**DATA EXTRACT**
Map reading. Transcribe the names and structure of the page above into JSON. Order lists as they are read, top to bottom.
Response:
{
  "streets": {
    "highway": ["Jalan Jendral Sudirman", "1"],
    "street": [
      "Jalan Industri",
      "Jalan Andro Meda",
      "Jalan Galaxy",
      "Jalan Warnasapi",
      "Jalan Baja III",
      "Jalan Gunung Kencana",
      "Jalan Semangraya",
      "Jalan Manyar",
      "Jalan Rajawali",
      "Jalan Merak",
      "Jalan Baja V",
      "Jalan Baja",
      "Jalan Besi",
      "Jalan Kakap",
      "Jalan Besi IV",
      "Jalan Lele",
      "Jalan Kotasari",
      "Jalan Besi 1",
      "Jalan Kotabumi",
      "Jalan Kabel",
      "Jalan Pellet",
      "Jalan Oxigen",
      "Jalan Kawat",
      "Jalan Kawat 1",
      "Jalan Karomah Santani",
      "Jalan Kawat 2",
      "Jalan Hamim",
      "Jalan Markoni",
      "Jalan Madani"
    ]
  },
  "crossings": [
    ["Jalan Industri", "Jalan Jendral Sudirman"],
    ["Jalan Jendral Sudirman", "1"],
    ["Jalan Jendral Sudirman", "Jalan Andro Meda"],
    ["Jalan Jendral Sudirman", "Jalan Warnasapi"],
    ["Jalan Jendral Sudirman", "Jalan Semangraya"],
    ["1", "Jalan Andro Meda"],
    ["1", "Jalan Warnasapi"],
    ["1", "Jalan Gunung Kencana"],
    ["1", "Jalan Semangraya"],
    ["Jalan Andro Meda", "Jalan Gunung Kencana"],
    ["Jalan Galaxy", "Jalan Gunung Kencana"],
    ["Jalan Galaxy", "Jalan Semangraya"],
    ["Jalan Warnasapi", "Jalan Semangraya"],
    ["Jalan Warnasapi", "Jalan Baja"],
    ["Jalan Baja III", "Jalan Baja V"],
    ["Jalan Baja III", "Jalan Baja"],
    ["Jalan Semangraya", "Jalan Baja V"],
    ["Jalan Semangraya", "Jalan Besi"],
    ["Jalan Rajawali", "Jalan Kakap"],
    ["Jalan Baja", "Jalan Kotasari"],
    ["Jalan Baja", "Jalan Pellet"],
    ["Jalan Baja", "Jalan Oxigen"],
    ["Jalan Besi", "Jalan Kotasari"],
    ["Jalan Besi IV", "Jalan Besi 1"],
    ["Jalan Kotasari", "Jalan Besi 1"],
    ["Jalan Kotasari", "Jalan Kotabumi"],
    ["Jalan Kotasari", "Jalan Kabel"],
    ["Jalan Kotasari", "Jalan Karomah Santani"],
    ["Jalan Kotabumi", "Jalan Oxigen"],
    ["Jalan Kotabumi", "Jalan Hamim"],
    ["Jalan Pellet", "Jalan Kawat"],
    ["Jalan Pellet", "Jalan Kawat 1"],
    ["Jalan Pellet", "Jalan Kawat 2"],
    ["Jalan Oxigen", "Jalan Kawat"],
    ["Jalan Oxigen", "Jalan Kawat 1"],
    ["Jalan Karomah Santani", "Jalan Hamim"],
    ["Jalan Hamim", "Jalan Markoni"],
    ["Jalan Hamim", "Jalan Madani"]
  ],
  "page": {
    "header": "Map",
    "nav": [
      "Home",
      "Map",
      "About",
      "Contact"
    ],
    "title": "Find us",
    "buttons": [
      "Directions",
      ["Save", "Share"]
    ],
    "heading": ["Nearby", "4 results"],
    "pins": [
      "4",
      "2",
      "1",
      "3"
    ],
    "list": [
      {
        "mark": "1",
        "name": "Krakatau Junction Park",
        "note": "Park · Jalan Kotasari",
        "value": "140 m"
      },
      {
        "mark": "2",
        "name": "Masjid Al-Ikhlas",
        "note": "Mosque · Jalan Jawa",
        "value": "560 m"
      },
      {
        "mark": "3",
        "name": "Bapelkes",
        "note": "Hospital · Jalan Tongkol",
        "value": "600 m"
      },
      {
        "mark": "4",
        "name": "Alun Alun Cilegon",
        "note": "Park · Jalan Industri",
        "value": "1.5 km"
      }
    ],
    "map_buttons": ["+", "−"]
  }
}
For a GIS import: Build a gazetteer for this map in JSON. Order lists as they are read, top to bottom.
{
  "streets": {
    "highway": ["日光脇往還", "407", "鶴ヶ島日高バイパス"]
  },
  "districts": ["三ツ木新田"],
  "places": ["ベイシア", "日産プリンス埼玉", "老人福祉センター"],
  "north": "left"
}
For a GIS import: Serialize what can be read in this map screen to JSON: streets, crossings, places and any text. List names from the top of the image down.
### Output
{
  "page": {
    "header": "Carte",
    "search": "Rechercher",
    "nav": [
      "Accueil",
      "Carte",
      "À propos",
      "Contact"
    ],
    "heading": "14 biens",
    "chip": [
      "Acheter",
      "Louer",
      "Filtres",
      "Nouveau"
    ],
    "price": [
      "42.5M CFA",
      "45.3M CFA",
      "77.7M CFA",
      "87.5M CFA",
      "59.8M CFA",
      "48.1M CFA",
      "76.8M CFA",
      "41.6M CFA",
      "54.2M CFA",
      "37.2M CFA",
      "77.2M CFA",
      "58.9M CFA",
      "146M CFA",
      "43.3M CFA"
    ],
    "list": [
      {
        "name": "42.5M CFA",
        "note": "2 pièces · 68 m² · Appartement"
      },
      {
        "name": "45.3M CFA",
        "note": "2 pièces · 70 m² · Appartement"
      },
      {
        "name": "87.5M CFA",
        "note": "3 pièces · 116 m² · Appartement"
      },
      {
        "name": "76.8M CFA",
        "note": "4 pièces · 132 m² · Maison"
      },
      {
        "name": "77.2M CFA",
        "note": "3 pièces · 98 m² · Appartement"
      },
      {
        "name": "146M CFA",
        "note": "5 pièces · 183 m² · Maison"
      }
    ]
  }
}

**WHAT YOU NEED TO DO**
Please tally the lines of the data in which the string "heading" appears and write only the total.

**ANSWER FOR THIS EXERCISE**
2